(Saved entries)
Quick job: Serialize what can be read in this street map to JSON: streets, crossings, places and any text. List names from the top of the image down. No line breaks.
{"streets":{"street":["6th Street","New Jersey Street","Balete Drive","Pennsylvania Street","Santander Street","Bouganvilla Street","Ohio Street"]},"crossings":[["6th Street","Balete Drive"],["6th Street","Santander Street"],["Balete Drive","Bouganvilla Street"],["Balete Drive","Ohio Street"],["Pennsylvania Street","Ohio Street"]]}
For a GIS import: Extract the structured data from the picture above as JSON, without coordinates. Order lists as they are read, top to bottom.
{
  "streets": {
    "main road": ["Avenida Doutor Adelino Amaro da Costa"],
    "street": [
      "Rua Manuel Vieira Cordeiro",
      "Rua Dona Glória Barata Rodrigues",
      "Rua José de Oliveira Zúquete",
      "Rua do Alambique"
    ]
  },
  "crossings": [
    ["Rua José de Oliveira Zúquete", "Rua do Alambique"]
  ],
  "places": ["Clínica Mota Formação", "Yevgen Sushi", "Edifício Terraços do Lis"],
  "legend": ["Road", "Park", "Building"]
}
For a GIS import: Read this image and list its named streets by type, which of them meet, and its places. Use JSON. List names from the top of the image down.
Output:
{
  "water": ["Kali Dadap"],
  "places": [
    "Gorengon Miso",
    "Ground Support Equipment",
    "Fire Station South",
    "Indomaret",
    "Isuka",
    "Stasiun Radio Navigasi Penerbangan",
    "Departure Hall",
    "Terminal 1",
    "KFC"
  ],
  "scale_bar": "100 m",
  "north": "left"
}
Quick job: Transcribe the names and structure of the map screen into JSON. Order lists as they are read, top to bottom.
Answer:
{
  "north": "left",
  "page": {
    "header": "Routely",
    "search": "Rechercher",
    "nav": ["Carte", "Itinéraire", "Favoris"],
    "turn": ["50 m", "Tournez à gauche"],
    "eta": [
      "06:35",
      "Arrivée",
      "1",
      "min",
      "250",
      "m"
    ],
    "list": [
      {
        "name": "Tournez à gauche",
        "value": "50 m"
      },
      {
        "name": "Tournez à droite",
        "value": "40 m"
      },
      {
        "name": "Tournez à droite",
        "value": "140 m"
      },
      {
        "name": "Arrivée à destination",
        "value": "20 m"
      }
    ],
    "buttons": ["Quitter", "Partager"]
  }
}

What is expected → Print all of the data exactly as it stands above.

Finished task →
Quick job: Serialize what can be read in this street map to JSON: streets, crossings, places and any text. List names from the top of the image down. No line breaks.
{"streets":{"street":["6th Street","New Jersey Street","Balete Drive","Pennsylvania Street","Santander Street","Bouganvilla Street","Ohio Street"]},"crossings":[["6th Street","Balete Drive"],["6th Street","Santander Street"],["Balete Drive","Bouganvilla Street"],["Balete Drive","Ohio Street"],["Pennsylvania Street","Ohio Street"]]}
For a GIS import: Extract the structured data from the picture above as JSON, without coordinates. Order lists as they are read, top to bottom.
{
  "streets": {
    "main road": ["Avenida Doutor Adelino Amaro da Costa"],
    "street": [
      "Rua Manuel Vieira Cordeiro",
      "Rua Dona Glória Barata Rodrigues",
      "Rua José de Oliveira Zúquete",
      "Rua do Alambique"
    ]
  },
  "crossings": [
    ["Rua José de Oliveira Zúquete", "Rua do Alambique"]
  ],
  "places": ["Clínica Mota Formação", "Yevgen Sushi", "Edifício Terraços do Lis"],
  "legend": ["Road", "Park", "Building"]
}
For a GIS import: Read this image and list its named streets by type, which of them meet, and its places. Use JSON. List names from the top of the image down.
Output:
{
  "water": ["Kali Dadap"],
  "places": [
    "Gorengon Miso",
    "Ground Support Equipment",
    "Fire Station South",
    "Indomaret",
    "Isuka",
    "Stasiun Radio Navigasi Penerbangan",
    "Departure Hall",
    "Terminal 1",
    "KFC"
  ],
  "scale_bar": "100 m",
  "north": "left"
}
Quick job: Transcribe the names and structure of the map screen into JSON. Order lists as they are read, top to bottom.
Answer:
{
  "north": "left",
  "page": {
    "header": "Routely",
    "search": "Rechercher",
    "nav": ["Carte", "Itinéraire", "Favoris"],
    "turn": ["50 m", "Tournez à gauche"],
    "eta": [
      "06:35",
      "Arrivée",
      "1",
      "min",
      "250",
      "m"
    ],
    "list": [
      {
        "name": "Tournez à gauche",
        "value": "50 m"
      },
      {
        "name": "Tournez à droite",
        "value": "40 m"
      },
      {
        "name": "Tournez à droite",
        "value": "140 m"
      },
      {
        "name": "Arrivée à destination",
        "value": "20 m"
      }
    ],
    "buttons": ["Quitter", "Partager"]
  }
}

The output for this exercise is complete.